Cependant, les seniors sont plus nombreux que les millennials à vouloir gagner de l’argent en pratiquant l’autopartage entre particuliers (50 % vs 47 %). Un résultat rare qui mérite d’être souligné (Fig. 34 et 35).

 

FIG. 34 :

 

FIG. 35 :

 

METTRE SA VOITURE À DISPOSITION : LE SCHISME « NORD-SUD »

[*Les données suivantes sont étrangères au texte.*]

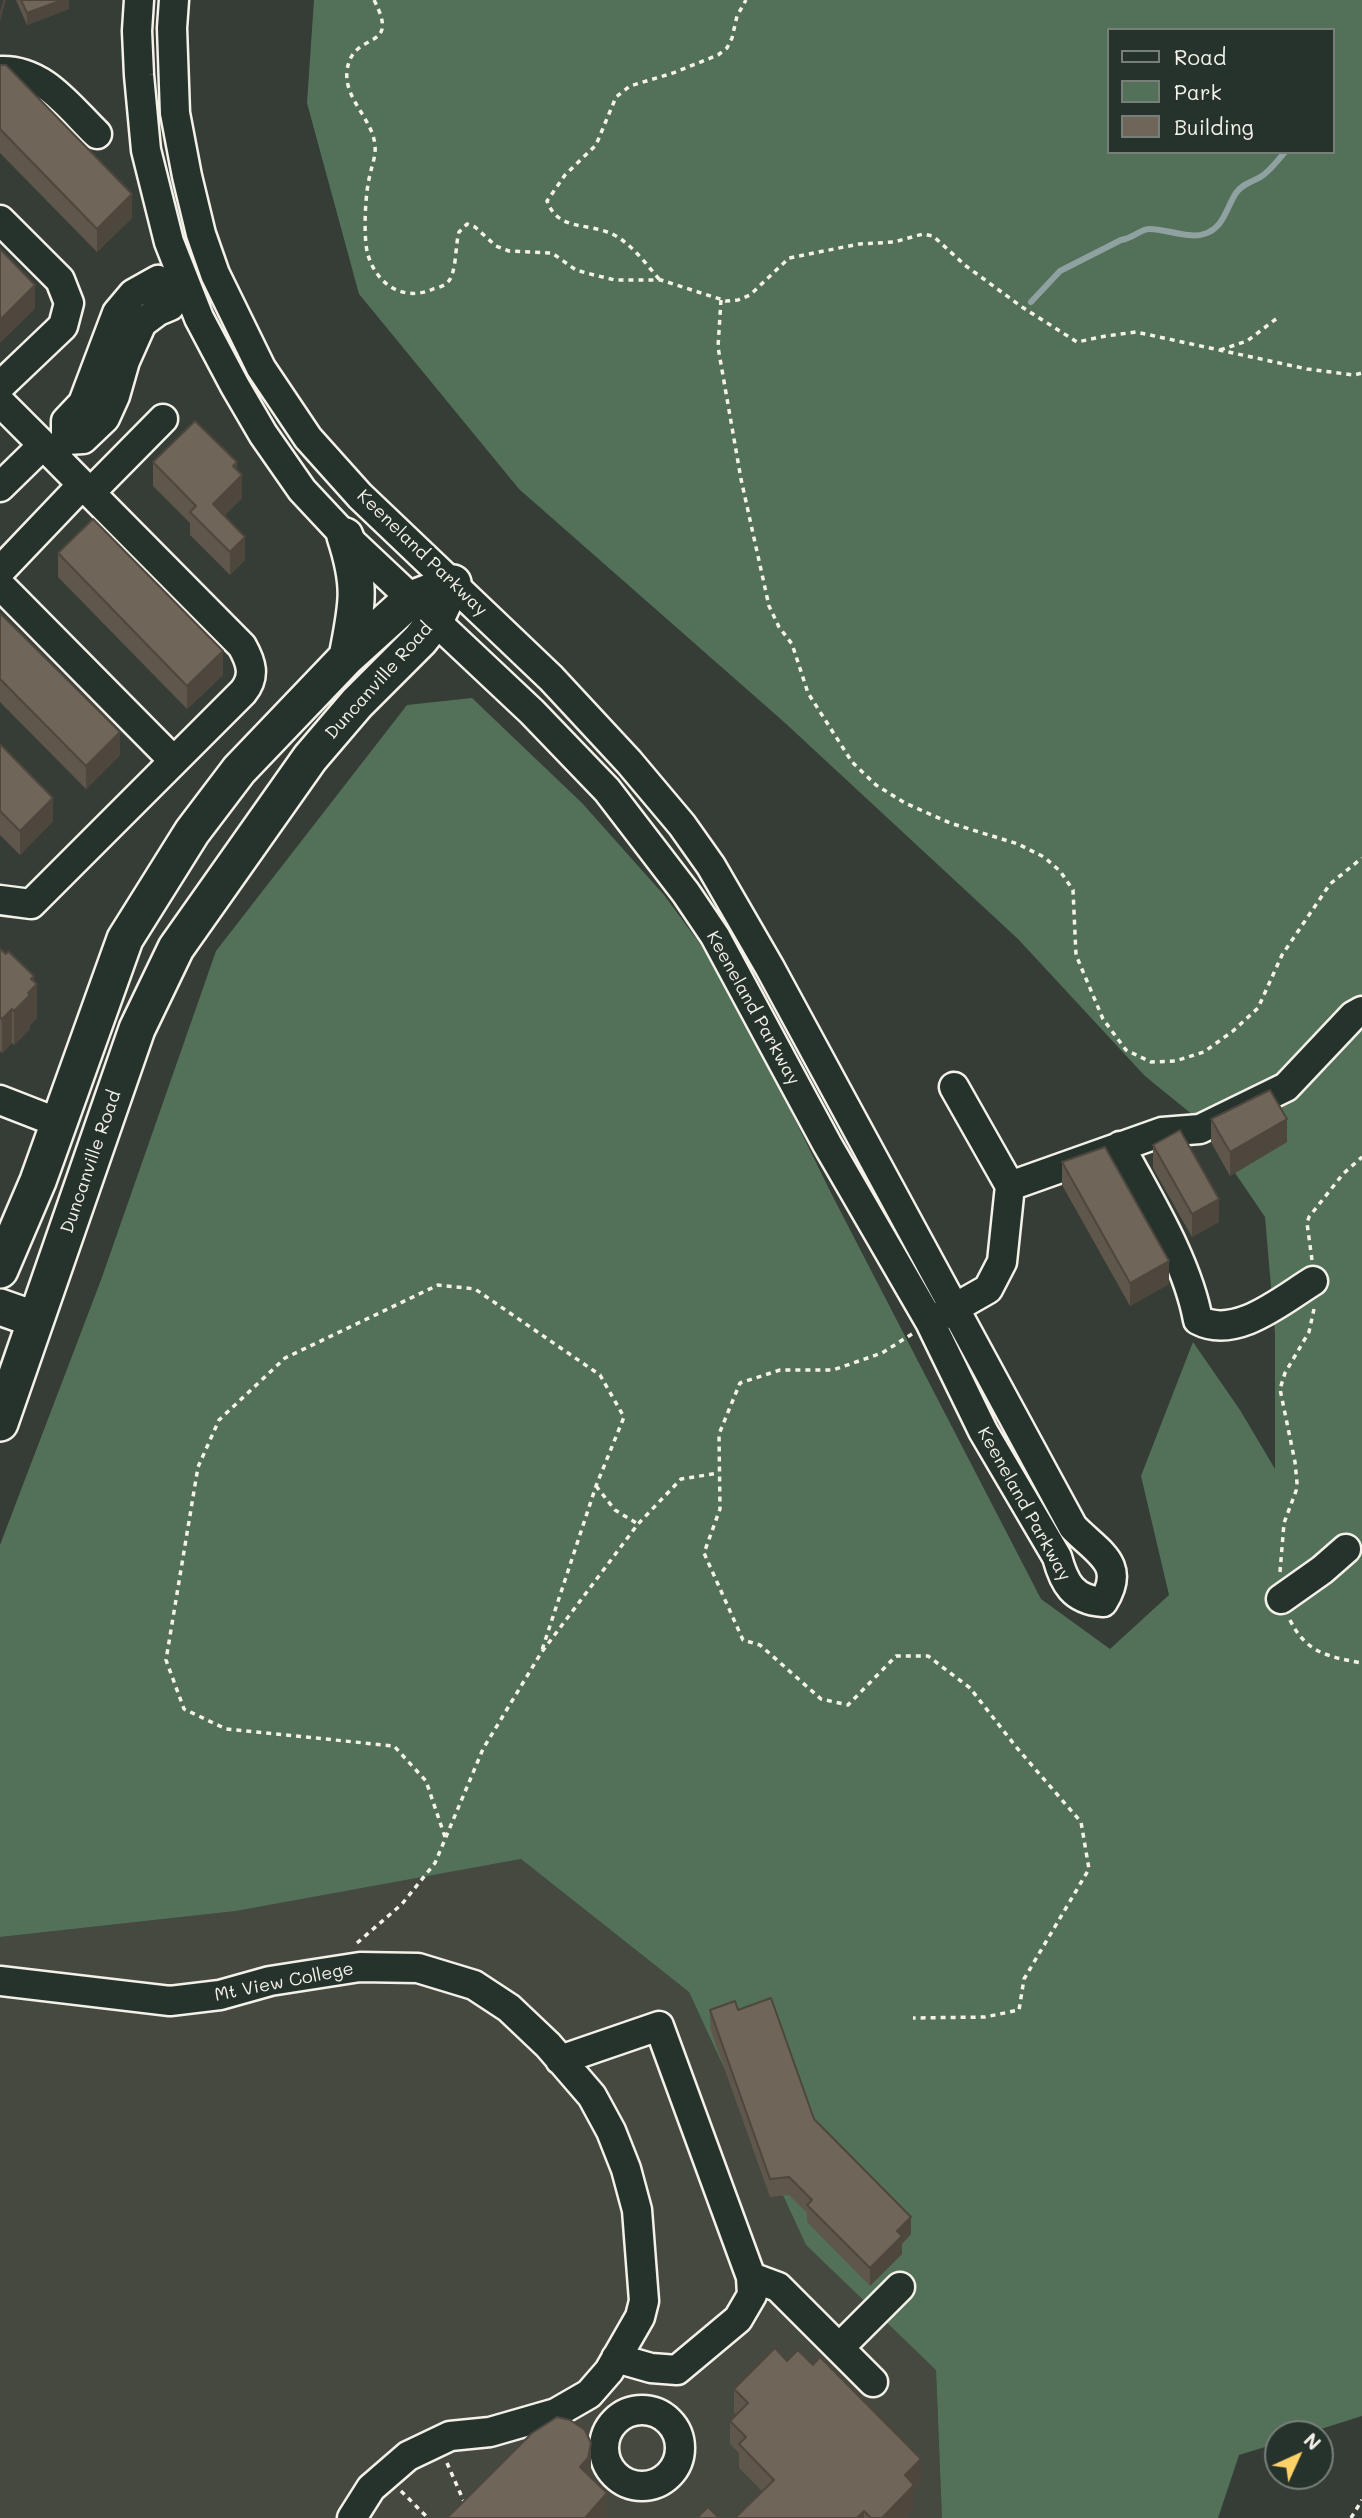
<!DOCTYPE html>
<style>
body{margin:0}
#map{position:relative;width:1362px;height:2518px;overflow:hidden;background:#353d36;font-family:Mali,sans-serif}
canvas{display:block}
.legend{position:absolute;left:1107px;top:28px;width:228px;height:126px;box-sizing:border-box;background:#26332d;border:2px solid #787f78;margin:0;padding:9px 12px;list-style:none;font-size:21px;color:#f4f1e8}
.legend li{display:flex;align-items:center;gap:14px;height:35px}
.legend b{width:35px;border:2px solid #787f78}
.north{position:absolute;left:1264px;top:2420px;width:70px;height:70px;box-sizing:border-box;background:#26332d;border:2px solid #787f78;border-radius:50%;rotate:45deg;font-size:19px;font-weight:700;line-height:28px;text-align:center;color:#f4f1e8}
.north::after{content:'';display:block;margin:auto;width:24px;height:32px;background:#ffd166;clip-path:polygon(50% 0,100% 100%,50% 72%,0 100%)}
</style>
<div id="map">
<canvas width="1362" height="2518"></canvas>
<ul class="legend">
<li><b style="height:9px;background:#26332d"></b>Road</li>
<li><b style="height:19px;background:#537158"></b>Park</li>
<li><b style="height:19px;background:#6f6558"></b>Building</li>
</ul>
<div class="north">N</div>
</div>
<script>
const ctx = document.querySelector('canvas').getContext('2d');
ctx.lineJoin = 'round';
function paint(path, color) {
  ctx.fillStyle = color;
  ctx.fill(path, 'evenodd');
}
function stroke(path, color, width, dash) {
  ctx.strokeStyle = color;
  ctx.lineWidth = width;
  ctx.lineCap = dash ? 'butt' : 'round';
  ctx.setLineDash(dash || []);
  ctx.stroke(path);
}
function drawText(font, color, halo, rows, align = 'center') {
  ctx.font = font + ' Mali,sans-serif';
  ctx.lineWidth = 5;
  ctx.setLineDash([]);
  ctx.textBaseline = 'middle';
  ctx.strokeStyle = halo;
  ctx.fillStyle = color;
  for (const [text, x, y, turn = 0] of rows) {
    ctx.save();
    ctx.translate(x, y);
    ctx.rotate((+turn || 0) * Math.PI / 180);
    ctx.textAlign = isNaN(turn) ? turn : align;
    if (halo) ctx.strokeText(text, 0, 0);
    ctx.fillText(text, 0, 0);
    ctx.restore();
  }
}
paint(new Path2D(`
 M 521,1859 L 689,1992 L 806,2245 L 936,2370 L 942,2518 L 0,2518 L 0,1937 L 236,1911 Z`), '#464940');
paint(new Path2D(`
 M 314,0 L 1362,0 L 1362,2416 L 1305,2434 L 1278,2434 L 1278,2443 L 1239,2455 L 1218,2518 L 942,2518 L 936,2370 L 806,2245 L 689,1992 L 521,1859 L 236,1911 L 0,1937 L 0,1545 L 101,1280 L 216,951 L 407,705 L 472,698 L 582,803 L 664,895 L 726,979 L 831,1193 L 1041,1599 L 1110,1649 L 1169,1595 L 1141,1476 L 1193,1342 L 1240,1410 L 1275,1469 L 1275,1333 L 1265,1217 L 1199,1120 L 1145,1076 L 1018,939 L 784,722 L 519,489 L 359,294 L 307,103 ZM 1108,30 L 1332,30 L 1332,152 L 1108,152 Z`), '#537158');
stroke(new Path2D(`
 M 1031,302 L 1060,271 L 1121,240 C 1134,238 1140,229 1150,229 C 1165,229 1190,239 1204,234 C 1224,228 1226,208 1236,193 C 1243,183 1253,182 1262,176 C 1271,170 1278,160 1285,152`), '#90a1a2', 6);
const minor = new Path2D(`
 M 139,0 L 137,31 L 139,75 L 146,150 L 169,242 L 199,318 L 235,386 L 263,434 L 302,490 L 345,536 L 532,712 L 607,790 L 686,893 L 715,936 L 827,1144 L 930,1322 L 983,1431 L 1057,1557 C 1064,1583 1073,1600 1103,1602 C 1127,1564 1098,1553 1073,1527 L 770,968 L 711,866 L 682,825 L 629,762 L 551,678 L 360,496 L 308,438 L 261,368 L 215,274 L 201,234 L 187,176 L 175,113 L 172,28 L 174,0
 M 0,71 C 43,69 69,107 97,134
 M 0,220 L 60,280 L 69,303 L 63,326 L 0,386
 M 158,280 L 175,290 L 170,306 L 158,311 L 142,323 L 125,361 L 115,396 L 105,418 L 83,439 L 66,440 L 66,421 L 83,403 L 117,313 L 133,294 Z
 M 0,402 L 52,454
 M 0,487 L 43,445
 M 90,493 L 163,419
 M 0,571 L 82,485
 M 0,585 L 174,761
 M 0,900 L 31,904 L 243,692 C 256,676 251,662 242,646 L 52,454 L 66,440
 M 0,1100 L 59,1123
 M 1120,1146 C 1148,1199 1187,1260 1198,1320 C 1236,1340 1282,1300 1313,1281
 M 1010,1186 L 1162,1132 L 1200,1129 L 1286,1087 L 1353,1016 L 1362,1011
 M 939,1317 L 988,1289 L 1002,1262 L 1010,1186 L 954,1087
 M 1281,1599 L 1322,1570 L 1346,1549
 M 0,1981 L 170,2001 L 220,1995 L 270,1981 L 360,1967 L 418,1968 L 474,1985 L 509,2008 L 548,2045 L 592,2096 L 611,2131 L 626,2169 L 637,2210 L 644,2301 L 640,2317 L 609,2371 L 589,2394 L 556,2413 L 490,2432 L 450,2436 L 408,2456 L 371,2488 L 352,2518
 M 560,2060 L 659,2026 L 751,2277 L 752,2295 L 738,2319 L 677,2370 L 651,2368 L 616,2358
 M 751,2277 L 778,2287 L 873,2382
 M 839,2348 L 900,2287
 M604 2448a38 38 0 1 1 76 0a38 38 0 1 1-76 0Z`);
const major = new Path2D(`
 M 345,536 C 362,588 357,605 347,657
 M 0,1270 L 38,1181 L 125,939 L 192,832 L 239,770 L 347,657 L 411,599 L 453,583
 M 0,1307 L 34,1319
 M 0,1423 L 137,1029 L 176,948 L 310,758 L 357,703 L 420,640 L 435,621 L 453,583`);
stroke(minor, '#f4f1e8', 33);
stroke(major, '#f4f1e8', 40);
stroke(new Path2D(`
 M 374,0 C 402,54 352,28 347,71 C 344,99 372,118 375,145 C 376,157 372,164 370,175 C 365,192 363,239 368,255 C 377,285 404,302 433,289 C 437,288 444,286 447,283 C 457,274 455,245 459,232 L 467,224 L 475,227 L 496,246 L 509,251 L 552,253 L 576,270 L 594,275 L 615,280 L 661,280 L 726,301 L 738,300 L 750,295 L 789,258 L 859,244 L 894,242 L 923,234 L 933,236 L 966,266 L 1022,307 L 1077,342 L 1106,336 L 1136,332 L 1307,369 L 1354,375 L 1362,373
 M 659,279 C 647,265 632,245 616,236 C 589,221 559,233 547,201 L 565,175 L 596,145 L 616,97 L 630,86 L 673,73 L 718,55 L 727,48 L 732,38 L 737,16 L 746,0
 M 721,300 L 718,347 L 741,479 L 769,606 L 779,627 L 792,644 L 808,693 L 852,762 L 876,785 L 905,803 L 950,823 L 1018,844 L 1044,857 L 1060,871 L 1073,890 L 1076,955 L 1103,1019 L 1126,1050 L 1151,1062 L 1175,1061 L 1204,1052 L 1233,1031 L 1258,1008 L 1282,955 L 1330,884 L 1362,858
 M 1220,350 L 1247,341 L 1276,319
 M 1312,1260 L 1307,1223 L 1309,1217 L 1343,1174 L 1362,1157
 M 912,1334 L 882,1353 L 833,1370 L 780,1370 L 740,1383 L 719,1434 L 720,1509 L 704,1553 L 743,1640 L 760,1645 L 821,1699 L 848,1705 L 896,1656 L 928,1656 L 970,1688 L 1017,1748 L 1081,1822 L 1089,1869 L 1024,1979 L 1019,2010 L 985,2017 L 913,2018
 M 596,1486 L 615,1510 L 638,1524
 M 1280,1572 L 1284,1523 L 1296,1491 L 1297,1483 L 1295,1462 L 1280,1389 L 1285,1373 L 1309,1332 L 1314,1309
 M 1290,1620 C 1306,1653 1329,1657 1362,1663
 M 445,1837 L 426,1781 L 394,1746 L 226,1729 L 184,1709 L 166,1660 L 198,1467 L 219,1420 L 285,1358 L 438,1285 L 475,1289 L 600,1375 L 624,1417 L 596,1486 L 541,1653
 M 357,1943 L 402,1904 L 435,1863 L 483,1749 L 541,1653 L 638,1524 L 681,1479 L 719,1473
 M 447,2463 L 465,2504
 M 401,2491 L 428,2518
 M 1351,2518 L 1362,2500`), '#f4f1e8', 3.5, [5, 5]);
stroke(minor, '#26332d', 28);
stroke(major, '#26332d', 35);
paint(new Path2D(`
 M 16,0 L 69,0 L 69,9 L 27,25 Z
 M 0,65 L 132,218 L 97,252 L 0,153 Z
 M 153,462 L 237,470 L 242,498 L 224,516 L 245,560 L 230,575 L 190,535 L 190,523 L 153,486 Z
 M 58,553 L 223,675 L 187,709 L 58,577 Z
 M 0,613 L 120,755 L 86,789 L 0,702 Z
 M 0,744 L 53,821 L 20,855 L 0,835 Z
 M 0,949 L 34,981 L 37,1018 L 30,1025 L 30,1029 L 14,1045 L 12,1043 L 2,1053 L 0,1051 Z
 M 1211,1119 L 1287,1142 L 1230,1176 L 1211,1142 Z
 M 1153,1145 L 1219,1222 L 1192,1237 L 1153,1168 Z
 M 1062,1162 L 1169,1284 L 1130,1306 L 1062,1185 Z
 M 710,2010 L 738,2010 L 814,2119 L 911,2234 L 902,2244 L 902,2254 L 870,2286 L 807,2222 L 807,2213 L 789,2195 L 770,2197 L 710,2028 Z
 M 787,2361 L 921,2482 L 914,2489 L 914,2508 L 905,2518 L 735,2518 L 762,2491 L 739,2468 L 739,2453 L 730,2444 L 730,2421 L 737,2415 L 734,2412 L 734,2389 Z`), '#5f574c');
paint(new Path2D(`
 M 3,0 L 6,0 L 0,22 L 0,11 Z
 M 62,0 L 69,0 L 69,9 L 27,25 L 27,13 Z
 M 132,194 L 132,218 L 97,252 L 97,229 Z
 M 35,285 L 35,309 L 0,343 L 0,320 Z
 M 237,462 L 237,481 L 242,475 L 242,498 L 213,528 L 213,504 L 233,466 Z
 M 245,537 L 245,560 L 230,575 L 230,552 Z
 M 223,651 L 223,675 L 187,709 L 187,686 Z
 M 120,732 L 120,755 L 86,789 L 86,766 Z
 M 53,798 L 53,821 L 20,855 L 20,831 Z
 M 34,976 L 34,987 L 37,984 L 37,1018 L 30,1025 L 30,1029 L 14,1045 L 14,1011 L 28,993 L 31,979 Z
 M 12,1009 L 12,1043 L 2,1053 L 2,1019 Z
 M 1287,1119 L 1287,1142 L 1230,1176 L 1230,1152 Z
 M 1219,1199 L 1219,1222 L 1192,1237 L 1192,1214 Z
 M 1169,1261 L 1169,1284 L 1130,1306 L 1130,1283 Z
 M 911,2217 L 911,2234 L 902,2244 L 902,2254 L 870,2286 L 870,2268 L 897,2231 Z
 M 591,2443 L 591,2466 L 588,2481 L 580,2467 Z
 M 921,2459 L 921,2482 L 914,2489 L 914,2508 L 905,2518 L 882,2518 L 905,2475 Z
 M 607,2493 L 607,2516 L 606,2518 L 585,2518 Z
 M 864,2511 L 864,2518 L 857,2518 Z`), '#4e473e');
const building = new Path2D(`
 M 21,0 L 62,0 L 27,13 Z
 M 0,65 L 6,65 L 132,194 L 97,229 L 0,129 Z
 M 0,249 L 35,285 L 0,320 Z
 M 195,421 L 237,462 L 233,466 L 242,475 L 213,504 L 245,537 L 230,552 L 190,512 L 196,506 L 153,462 Z
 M 93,519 L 223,651 L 187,686 L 58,553 Z
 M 0,613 L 120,732 L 86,766 L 0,679 Z
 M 0,744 L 53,798 L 20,831 L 0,811 Z
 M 0,949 L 6,954 L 8,951 L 34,976 L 31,979 L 37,984 L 28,993 L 30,995 L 14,1011 L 12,1009 L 2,1019 L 0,1017 Z
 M 1270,1090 L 1287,1119 L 1230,1152 L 1211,1119 Z
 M 1180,1130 L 1219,1199 L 1192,1214 L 1153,1145 Z
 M 1105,1147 L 1169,1261 L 1130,1283 L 1062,1162 Z
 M 771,1998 L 814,2119 L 911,2217 L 897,2231 L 902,2236 L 870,2268 L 807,2205 L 812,2200 L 789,2177 L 770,2179 L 710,2010 L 735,2001 L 738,2010 Z
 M 775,2348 L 787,2361 L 798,2350 L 813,2365 L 820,2357 L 921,2459 L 905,2475 L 914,2485 L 882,2518 L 871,2518 L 864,2511 L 857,2518 L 735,2518 L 774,2480 L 739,2444 L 746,2437 L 730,2421 L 748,2403 L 734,2389 Z
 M 557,2417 L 570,2420 L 585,2430 L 591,2443 L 588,2458 L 580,2467 L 607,2493 L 585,2518 L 447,2518 L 532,2433 Z
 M 708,2507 L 719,2518 L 697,2518 Z`);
paint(building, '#6f6558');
stroke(building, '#4e473e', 2);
drawText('18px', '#f4f1e8', '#26332d', [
 ["Keeneland Parkway",422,553,44],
 ["Duncanville Road",379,681,-48],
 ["Keeneland Parkway",753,1008,61],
 ["Duncanville Road",91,1162,-71],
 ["Keeneland Parkway",1024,1504,61],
 ["Mt View College",284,1982,-11]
]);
</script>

Les résistances à l’autopartage sont encore significatives lorsqu’il s’agit d’envisager la mise à disposition de son propre véhicule. Une ligne de démarcation sépare les économies occidentales des pays émergents. 1 habitant sur 2 des premières (hormis la Pologne et l’Italie) ne l’envisage même pas une seule journée. A l’inverse, ils sont seulement 1 sur 3 en Turquie, en Afrique du Sud et au Brésil, et 1 sur 5 en Chine, à refuser catégoriquement de mettre à disposition leur véhicule pour de l’autopartage.
La durée moyenne fait apparaître des différences identiques. Elle s’établit à 7,5 jours en Chine, trois fois plus qu’en Allemagne et aux Pays-Bas qui se situent en bas de ce classement (Fig. 36).
La somme d’argent mensuelle qui satisferait les automobilistes pour accepter l’autopartage donne à voir une opposition moins significative. Elle varie du simple au double entre la Chine, en bas de classement, et le Japon, situé tout en haut. Les niveaux de vie respectifs des deux pays expliquent une partie de la différence (Fig. 37).

FIG. 36 :

 

FIG. 37 :

 

Autopartage : le leadership asiatique Source

Sur le marché de l’autopartage, le marché asiatique occupe clairement la première place devant l’Europe et les États-Unis, fort notamment d’un développement soutenu et constant. Le poids de la Chine y est naturellement significatif, avec des entreprises qui se développent en cohérence avec les projets des autorités, et avec leur soutien plus ou moins direct.